Aetiology

No single aetiology is causative of pyloric stenosis. Hyperacidity as a result of antral distention with feeding and hypertrophy of the pylorus from repeated contraction is believed to be a cause.[25] Additionally, poor pyloric muscle neuronal innervation is believed to play a role.[26][27] The lack of intestinal-pacemaker cells of Cajal is postulated to be another mechanism leading to pyloric stenosis.[28] Nitric oxide synthase deficiency is also implicated as a biochemical cause, by decreasing smooth muscle relaxation.[29][30][31] However, none of these aetiologies have been definitively confirmed.

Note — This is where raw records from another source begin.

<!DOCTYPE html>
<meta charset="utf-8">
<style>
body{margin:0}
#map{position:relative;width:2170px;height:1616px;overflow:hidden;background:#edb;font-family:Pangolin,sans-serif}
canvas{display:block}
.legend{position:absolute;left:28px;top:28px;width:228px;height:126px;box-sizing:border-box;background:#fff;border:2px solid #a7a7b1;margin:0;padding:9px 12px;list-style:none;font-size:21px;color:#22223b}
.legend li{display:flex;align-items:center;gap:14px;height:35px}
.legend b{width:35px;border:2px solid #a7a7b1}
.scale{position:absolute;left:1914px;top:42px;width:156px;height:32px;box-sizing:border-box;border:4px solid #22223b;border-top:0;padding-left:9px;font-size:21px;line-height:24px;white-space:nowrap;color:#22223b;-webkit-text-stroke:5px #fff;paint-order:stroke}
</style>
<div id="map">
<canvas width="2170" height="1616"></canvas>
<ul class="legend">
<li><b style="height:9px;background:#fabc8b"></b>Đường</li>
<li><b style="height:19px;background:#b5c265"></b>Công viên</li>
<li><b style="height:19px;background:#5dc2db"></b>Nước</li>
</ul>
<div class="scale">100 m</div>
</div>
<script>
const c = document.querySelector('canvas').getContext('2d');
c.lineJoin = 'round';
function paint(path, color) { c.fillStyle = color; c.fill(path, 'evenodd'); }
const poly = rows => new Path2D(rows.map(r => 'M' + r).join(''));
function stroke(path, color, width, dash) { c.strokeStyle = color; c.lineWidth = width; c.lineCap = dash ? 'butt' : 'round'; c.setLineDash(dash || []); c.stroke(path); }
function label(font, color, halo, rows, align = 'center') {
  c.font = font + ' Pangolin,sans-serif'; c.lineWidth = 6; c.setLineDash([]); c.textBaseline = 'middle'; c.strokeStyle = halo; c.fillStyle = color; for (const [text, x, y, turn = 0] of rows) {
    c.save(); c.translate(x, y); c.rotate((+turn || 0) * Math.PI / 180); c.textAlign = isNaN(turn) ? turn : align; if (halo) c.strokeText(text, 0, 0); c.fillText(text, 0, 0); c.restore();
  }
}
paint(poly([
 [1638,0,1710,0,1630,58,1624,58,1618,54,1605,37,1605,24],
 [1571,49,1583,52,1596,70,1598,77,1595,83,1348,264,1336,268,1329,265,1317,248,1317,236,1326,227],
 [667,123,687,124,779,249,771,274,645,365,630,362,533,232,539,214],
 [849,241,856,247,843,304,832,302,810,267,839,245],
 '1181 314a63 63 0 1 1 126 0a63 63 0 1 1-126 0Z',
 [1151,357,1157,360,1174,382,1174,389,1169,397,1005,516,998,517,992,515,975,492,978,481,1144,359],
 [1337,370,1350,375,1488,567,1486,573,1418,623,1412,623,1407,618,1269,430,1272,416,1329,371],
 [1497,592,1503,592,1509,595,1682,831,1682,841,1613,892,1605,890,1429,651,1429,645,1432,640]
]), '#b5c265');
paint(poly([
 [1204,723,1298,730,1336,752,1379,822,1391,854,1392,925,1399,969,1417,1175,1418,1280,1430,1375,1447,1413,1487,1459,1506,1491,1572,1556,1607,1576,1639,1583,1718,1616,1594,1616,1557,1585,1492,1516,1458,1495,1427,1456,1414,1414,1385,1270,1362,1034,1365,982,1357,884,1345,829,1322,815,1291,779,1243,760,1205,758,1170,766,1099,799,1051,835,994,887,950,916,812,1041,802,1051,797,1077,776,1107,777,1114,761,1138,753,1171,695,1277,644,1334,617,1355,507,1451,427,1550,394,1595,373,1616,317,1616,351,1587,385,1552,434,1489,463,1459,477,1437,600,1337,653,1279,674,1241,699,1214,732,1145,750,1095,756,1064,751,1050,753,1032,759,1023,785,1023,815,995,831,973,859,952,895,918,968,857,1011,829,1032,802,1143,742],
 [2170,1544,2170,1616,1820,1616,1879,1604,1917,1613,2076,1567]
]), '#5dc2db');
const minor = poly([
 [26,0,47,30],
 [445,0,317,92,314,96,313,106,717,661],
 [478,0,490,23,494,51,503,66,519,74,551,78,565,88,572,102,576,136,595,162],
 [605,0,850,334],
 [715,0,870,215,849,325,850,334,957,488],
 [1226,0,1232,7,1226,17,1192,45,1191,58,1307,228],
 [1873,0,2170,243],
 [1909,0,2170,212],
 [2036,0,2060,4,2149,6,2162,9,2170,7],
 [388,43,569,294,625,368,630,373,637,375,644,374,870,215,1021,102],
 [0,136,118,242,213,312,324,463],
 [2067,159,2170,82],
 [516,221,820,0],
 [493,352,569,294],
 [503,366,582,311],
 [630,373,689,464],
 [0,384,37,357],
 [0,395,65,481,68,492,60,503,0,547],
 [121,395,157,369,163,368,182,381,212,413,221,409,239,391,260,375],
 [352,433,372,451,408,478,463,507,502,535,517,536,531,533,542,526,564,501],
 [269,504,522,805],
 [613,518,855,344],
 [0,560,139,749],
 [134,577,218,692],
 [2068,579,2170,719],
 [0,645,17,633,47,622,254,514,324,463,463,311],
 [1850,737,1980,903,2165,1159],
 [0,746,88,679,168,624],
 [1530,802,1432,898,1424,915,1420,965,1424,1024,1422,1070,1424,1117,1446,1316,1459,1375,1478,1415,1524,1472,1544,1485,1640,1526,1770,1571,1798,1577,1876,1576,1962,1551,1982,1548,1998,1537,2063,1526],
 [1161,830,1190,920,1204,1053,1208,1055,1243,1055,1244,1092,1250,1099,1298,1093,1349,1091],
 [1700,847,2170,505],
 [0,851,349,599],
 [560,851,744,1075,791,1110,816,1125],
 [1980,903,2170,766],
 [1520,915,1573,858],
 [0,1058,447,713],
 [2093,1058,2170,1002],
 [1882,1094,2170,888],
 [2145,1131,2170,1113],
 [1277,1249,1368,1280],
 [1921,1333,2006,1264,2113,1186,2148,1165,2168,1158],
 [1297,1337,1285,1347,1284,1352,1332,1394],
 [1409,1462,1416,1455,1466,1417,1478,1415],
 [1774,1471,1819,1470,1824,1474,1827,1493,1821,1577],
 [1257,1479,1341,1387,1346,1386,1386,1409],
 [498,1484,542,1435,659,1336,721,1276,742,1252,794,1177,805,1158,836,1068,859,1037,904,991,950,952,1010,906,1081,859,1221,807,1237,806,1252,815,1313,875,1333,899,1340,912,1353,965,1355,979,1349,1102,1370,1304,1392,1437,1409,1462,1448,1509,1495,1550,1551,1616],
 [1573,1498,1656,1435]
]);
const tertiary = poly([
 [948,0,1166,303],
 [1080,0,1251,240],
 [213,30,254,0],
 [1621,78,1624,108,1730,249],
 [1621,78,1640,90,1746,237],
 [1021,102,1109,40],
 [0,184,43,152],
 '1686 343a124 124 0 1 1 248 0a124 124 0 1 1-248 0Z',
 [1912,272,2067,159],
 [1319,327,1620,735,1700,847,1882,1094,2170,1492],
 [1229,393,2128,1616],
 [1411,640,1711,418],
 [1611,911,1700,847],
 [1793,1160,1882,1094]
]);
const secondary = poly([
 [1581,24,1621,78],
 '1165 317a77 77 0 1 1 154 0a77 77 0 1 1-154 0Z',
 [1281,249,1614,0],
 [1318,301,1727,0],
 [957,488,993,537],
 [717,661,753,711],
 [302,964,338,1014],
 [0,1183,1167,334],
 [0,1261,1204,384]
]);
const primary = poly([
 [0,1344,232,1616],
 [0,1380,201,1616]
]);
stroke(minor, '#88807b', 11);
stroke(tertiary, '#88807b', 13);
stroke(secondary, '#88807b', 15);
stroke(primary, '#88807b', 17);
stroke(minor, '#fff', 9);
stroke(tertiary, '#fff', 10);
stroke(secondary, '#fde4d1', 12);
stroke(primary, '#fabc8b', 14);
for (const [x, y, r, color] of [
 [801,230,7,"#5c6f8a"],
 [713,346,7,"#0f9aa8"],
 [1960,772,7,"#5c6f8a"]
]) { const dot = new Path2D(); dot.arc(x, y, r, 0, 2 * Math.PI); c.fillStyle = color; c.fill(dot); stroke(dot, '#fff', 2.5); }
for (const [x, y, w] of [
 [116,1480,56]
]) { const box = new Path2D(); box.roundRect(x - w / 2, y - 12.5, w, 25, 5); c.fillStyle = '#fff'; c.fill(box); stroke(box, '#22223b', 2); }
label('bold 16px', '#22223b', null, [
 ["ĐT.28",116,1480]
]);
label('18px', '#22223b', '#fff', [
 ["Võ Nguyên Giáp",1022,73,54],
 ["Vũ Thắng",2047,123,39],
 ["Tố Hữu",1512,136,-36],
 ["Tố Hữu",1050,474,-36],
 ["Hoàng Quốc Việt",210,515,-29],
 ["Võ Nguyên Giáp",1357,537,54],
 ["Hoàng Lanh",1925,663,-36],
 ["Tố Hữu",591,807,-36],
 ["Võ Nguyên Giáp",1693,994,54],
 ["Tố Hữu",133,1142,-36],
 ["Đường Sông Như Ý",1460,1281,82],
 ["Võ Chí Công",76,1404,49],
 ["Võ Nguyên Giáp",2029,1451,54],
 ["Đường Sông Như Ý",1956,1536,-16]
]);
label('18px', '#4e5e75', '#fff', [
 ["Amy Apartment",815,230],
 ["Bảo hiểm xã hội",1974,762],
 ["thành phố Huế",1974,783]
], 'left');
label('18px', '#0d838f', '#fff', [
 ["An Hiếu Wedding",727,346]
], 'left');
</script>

Several risk factors have been associated with an increased incidence of disease. For example, the incidence of pyloric stenosis has been noted to vary depending on geography and ethnic background. Specifically the incidence of pyloric stenosis is reported to be almost four times less in Chinese and Southeast Asian populations than in those with Western heritage.[32] Although there is no clear genetic basis for pyloric stenosis, it has been noted to run in some families and there are several genetic syndromes, including Cornelia de Lange, that have been associated with it.[17][19][33][34] Male sex, prematurity and birth order (first born) have also been described as risk factors.[17][19][22][24][33][35] Certain medications have been associated with pyloric stenosis, including erythromycin.[36][37] However, there are limited data in the literature as to the strength of this association. Similarly, some data exist for the role of prostaglandins or maternal macrolides as a cause of pyloric stenosis, however, these associations remain conflicted and ill defined.[37][38][39][40]

Pathophysiology

With prolonged vomiting, electrolyte and water loss leads to hypochloraemic, hypokalaemic metabolic alkalosis. Hypovolaemia results in an increase in aldosterone and subsequent renal absorption of sodium and water. This phenomenon results in a paradoxical loss of hydrogen ions. This alkalosis is worsened by renal absorption of bicarbonate. Potassium ion fluctuations are also seen; both hypokalaemia and hyperkalaemia (which may be related to haemolysis) have been described.[41] The severity of hypovolaemia and electrolyte abnormalities is directly proportional to the length of the symptoms prior to presentation. Indirect hyperbilirubinaemia is seen in a small proportion of infants due to a deficit in glucuronyl transferase activity.